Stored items
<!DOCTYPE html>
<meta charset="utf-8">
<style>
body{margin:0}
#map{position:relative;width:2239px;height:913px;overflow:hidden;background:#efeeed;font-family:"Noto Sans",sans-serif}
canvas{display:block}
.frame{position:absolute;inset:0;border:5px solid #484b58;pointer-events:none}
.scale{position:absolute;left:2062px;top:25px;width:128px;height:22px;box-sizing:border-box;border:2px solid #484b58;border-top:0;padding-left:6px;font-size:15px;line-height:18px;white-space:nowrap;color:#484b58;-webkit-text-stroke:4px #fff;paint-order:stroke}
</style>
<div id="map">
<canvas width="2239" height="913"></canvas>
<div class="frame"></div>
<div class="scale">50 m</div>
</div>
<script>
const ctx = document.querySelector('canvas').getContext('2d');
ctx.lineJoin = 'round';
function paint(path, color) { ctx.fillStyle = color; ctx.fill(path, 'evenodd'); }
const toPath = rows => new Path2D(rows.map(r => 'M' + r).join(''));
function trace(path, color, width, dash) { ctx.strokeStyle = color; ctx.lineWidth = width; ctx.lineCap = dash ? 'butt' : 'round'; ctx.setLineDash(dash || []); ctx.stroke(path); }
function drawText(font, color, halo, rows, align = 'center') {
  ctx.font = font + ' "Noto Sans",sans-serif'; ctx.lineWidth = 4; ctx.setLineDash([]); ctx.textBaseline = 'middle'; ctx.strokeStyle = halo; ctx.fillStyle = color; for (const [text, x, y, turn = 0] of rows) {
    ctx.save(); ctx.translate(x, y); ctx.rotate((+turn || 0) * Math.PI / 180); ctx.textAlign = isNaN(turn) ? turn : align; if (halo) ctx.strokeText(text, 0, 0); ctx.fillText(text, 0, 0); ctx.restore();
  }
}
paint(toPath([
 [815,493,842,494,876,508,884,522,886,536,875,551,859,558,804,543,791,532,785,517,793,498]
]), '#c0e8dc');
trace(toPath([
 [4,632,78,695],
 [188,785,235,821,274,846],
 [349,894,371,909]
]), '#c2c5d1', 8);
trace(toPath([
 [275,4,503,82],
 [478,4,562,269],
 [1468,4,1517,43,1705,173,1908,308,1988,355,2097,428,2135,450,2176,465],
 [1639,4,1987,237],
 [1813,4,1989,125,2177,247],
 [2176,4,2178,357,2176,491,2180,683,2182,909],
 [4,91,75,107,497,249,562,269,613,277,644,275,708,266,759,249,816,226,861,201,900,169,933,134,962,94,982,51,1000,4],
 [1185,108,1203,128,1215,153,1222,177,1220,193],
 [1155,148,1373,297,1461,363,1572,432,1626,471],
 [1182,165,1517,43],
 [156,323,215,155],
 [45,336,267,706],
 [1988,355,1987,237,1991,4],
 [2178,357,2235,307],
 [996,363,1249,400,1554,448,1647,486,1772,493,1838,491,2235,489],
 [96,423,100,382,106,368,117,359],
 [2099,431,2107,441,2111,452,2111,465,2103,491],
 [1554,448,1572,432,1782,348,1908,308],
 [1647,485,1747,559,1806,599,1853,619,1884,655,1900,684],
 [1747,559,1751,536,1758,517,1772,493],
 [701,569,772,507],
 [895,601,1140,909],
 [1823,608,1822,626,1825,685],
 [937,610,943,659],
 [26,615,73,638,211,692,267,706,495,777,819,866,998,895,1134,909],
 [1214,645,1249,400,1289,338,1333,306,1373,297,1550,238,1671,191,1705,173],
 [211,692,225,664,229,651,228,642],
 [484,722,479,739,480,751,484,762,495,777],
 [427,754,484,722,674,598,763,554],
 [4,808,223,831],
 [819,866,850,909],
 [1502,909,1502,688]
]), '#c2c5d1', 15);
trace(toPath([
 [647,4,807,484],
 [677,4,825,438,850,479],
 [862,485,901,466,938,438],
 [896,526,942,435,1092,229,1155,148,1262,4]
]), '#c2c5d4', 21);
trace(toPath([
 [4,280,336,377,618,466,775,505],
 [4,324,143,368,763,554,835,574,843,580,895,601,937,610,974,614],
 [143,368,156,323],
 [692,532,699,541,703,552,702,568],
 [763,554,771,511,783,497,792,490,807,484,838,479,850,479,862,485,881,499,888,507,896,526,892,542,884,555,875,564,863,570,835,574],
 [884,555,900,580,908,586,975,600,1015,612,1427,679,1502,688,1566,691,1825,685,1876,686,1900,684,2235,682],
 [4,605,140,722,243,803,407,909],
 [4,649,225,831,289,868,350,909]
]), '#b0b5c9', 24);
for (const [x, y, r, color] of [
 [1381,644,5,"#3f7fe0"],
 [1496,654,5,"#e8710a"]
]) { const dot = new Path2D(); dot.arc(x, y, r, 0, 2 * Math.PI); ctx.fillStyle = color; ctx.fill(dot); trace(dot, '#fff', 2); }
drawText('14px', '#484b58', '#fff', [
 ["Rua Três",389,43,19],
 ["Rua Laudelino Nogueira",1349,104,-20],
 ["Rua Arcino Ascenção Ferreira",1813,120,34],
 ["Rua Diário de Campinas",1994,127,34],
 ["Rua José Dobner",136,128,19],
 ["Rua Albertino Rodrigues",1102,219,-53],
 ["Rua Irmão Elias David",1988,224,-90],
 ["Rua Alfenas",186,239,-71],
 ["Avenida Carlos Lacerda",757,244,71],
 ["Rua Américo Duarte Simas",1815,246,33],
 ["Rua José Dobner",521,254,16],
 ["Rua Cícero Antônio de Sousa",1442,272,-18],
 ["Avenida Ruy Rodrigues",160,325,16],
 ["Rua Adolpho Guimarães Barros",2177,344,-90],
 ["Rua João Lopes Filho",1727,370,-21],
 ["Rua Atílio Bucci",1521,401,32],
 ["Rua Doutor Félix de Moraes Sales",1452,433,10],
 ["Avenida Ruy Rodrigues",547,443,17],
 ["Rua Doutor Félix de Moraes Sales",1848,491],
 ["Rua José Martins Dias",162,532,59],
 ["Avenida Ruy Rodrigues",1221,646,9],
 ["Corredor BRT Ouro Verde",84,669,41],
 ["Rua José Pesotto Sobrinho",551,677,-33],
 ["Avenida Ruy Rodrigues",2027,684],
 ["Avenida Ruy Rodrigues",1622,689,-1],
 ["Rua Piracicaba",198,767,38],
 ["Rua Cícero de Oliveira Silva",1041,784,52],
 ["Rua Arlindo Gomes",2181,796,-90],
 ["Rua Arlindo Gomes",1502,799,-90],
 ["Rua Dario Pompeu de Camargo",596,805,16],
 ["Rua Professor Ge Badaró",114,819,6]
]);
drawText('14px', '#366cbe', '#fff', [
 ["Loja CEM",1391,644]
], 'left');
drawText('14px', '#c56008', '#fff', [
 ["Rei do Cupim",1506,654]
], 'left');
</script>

> [Directions for this task] Collect from the data above every line that includes "halo".

> [Problem solution]
function drawText(font, color, halo, rows, align = 'center') {
  ctx.font = font + ' "Noto Sans",sans-serif'; ctx.lineWidth = 4; ctx.setLineDash([]); ctx.textBaseline = 'middle'; ctx.strokeStyle = halo; ctx.fillStyle = color; for (const [text, x, y, turn = 0] of rows) {
    ctx.save(); ctx.translate(x, y); ctx.rotate((+turn || 0) * Math.PI / 180); ctx.textAlign = isNaN(turn) ? turn : align; if (halo) ctx.strokeText(text, 0, 0); ctx.fillText(text, 0, 0); ctx.restore();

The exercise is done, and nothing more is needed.